Not just another sunshine story

Vitamin D could help fight cancer

By Oliver Gillie

The voice was calm, despite the devastating news: "I have cancer of the pancreas. Do you know anything about it?" Yes, I did. It's a killer, not something I wanted to tell a friend on the phone. Most people with pancreas cancer only have months to live after the diagnosis. So I was evasive. The next question showed that my friend Annie already knew her situation was desperate: did I know of any new treatments? Yes, again.

A London teaching hospital was exploring a new photodynamic treatment for pancreas cancer and having some success. I told her about it but she had already been advised that her tumour was unsuitable for the new treatment because it was too close to a large artery. She probably had even less time than I had thought.

But there was another possibility that might provide some hope in an utterly hopeless situation. At the time, I was studying the scientific literature linking chronic disease to insufficient sunlight and vitamin D.

People living in countries further north, where there is less sun and vitamin D levels are lower, are more at risk of pancreas cancer.

I quickly scanned the literature on pancreas cancer and, yes, there was a clue: in 1998, some Japanese scientists had found a correlation between the number of deaths from pancreas cancer and latitude. People living in countries further north, where there is less sun and vitamin D levels are lower, are more at risk of pancreas cancer. It seemed to follow the same pattern as bowel cancer.

If insufficient vitamin D was a cause of pancreas cancer, then perhaps taking vitamin D might do something to stop the cancer, or at least slow it down. But how much vitamin D should a person take? I had no idea. I spoke to Annie a few more times on the telephone and helplessly followed her decline which, as expected, occurred rapidly within a few months.

Soon afterwards I heard that a family friend, Mary, a lifelong smoker, had cancer of the lung. The tumour was removed by surgery and her life appeared to return to normal, although she still suffered from backache.

In the course of my studies of vitamin D, I had learnt a little-known fact: unexplained backache in old people is frequently caused by insufficient vitamin D. I suggested that she take cod-liver oil capsules, a good source of vitamin D as well as providing friendly fish oils. She tried them but didn't like them. I later learnt that they did not contain enough vitamin D to have made much difference.

Mary tried to continue with life as before, but twice she fell while outshopping and, frightened of falling again, she stopped going out except when she was with family and knew she was safe. Muscle weakness, causing falls, is another well-established effect of insufficient vitamin D.

By this time, I had found some higher-strength vitamin D in small,tasteless tablets, thus easy to take, but Mary had no confidence that they would make any difference and didn't take them. I thought they might at least improve her general health and, who knows, they might have helped her body to fight the cancer that gradually began to return. Vitamin D for lung cancer - it seems a forlorn hope. We all know that lung cancer is caused by smoking. But scientific evidence emerging in the last few years has shown that insufficient vitamin D is associated with an increased risk of some 18 or more different cancers. And even lung cancer seems to respond to vitamin D.

A year ago, Wei Zhou, a researcher working with Dr Edward Giovannucci, Professor of Nutrition and Epidemiology at Harvard School of Public Health, reported that vitamin D seems to aid survival of lung cancer patients. Patients with the highest vitamin D intake who had surgery in summer, when their vitamin D levels were highest, were twice as likely to be alive five years later as patients who had the lowest levels of vitamin D and had surgery in winter.

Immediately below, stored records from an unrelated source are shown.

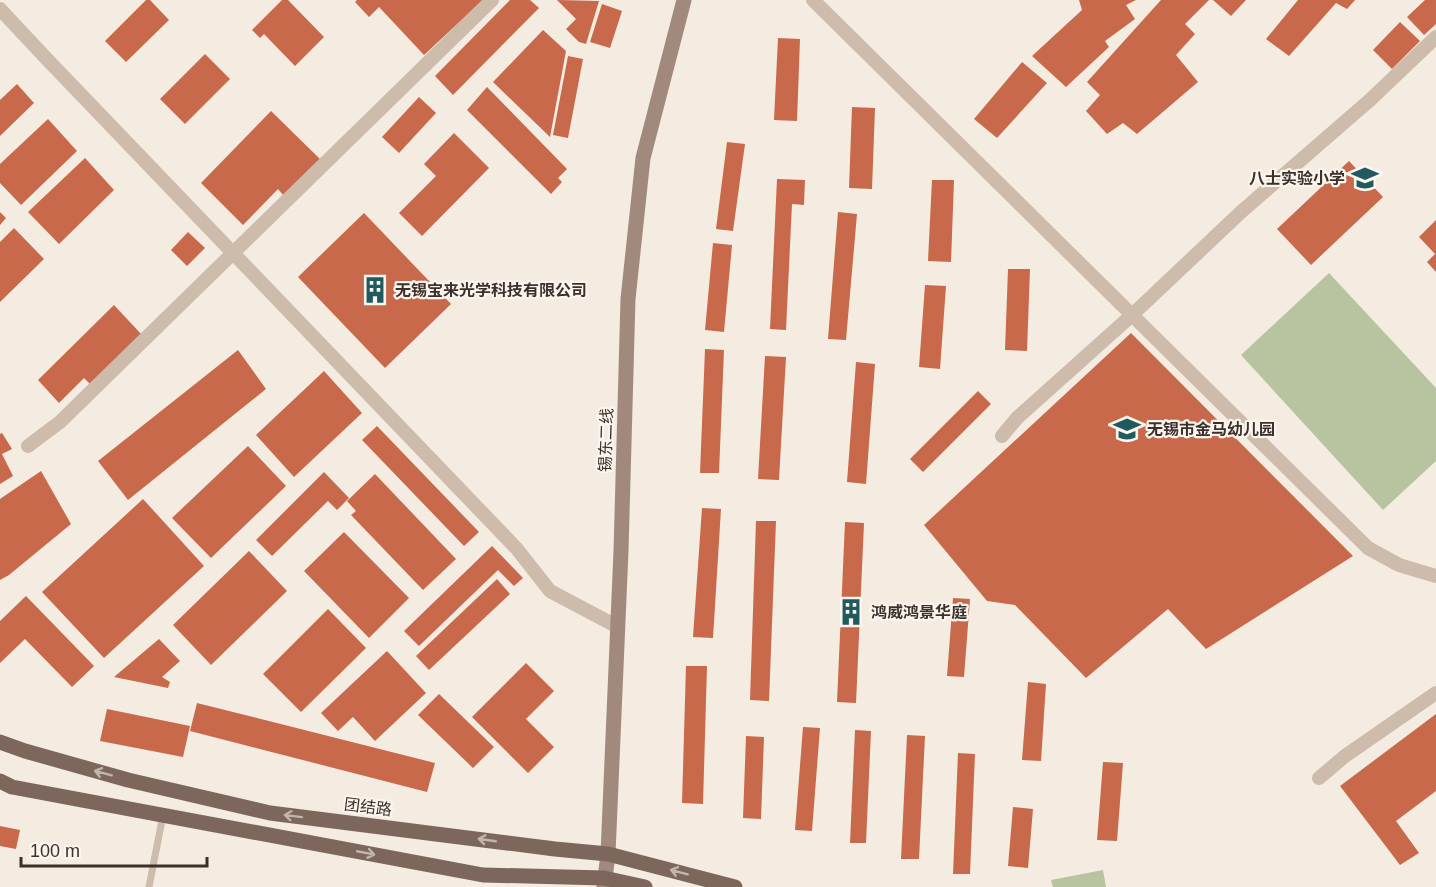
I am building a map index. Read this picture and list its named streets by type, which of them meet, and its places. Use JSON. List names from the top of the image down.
{
  "streets": {
    "main road": ["锡东二线", "团结路"]
  },
  "crossings": [
    ["锡东二线", "团结路"]
  ],
  "places": {
    "school or university": ["八士实验小学", "无锡市金马幼儿园"],
    "building": ["无锡宝来光学科技有限公司", "鸿威鸿景华庭"]
  },
  "scale_bar": "100 m"
}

This is just one small study, but similar results have been obtained in Norway and, now, in England, by Professor Henrik Moller, working at the Thames Cancer Registry, of which he is director.

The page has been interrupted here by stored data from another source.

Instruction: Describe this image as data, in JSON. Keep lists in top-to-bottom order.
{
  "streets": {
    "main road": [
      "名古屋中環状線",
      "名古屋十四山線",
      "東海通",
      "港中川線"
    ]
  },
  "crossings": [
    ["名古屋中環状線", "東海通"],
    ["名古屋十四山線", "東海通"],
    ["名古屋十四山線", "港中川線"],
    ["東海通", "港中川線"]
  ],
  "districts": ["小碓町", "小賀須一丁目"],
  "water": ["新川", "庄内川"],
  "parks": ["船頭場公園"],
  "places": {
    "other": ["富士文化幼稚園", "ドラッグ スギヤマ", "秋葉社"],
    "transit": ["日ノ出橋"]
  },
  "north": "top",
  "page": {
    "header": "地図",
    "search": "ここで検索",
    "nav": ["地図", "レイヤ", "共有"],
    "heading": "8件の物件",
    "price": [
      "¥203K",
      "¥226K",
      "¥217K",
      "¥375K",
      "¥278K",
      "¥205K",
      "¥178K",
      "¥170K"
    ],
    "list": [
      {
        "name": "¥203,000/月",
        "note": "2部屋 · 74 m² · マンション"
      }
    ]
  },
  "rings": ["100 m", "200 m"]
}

So, if I had cancer, or if a friend asked me whether there was anything else he or she could do to improve the chances of living longer, I would say: take vitamin D. It is worth a go. You have nothing to lose. At the very least, it is likely to make you feel a bit better and improve your general health, because three quarters of the UK population have less than optimum levels of the vitamin. And scientific evidence suggests that vitamin D may also help your body to fight the cancer itself.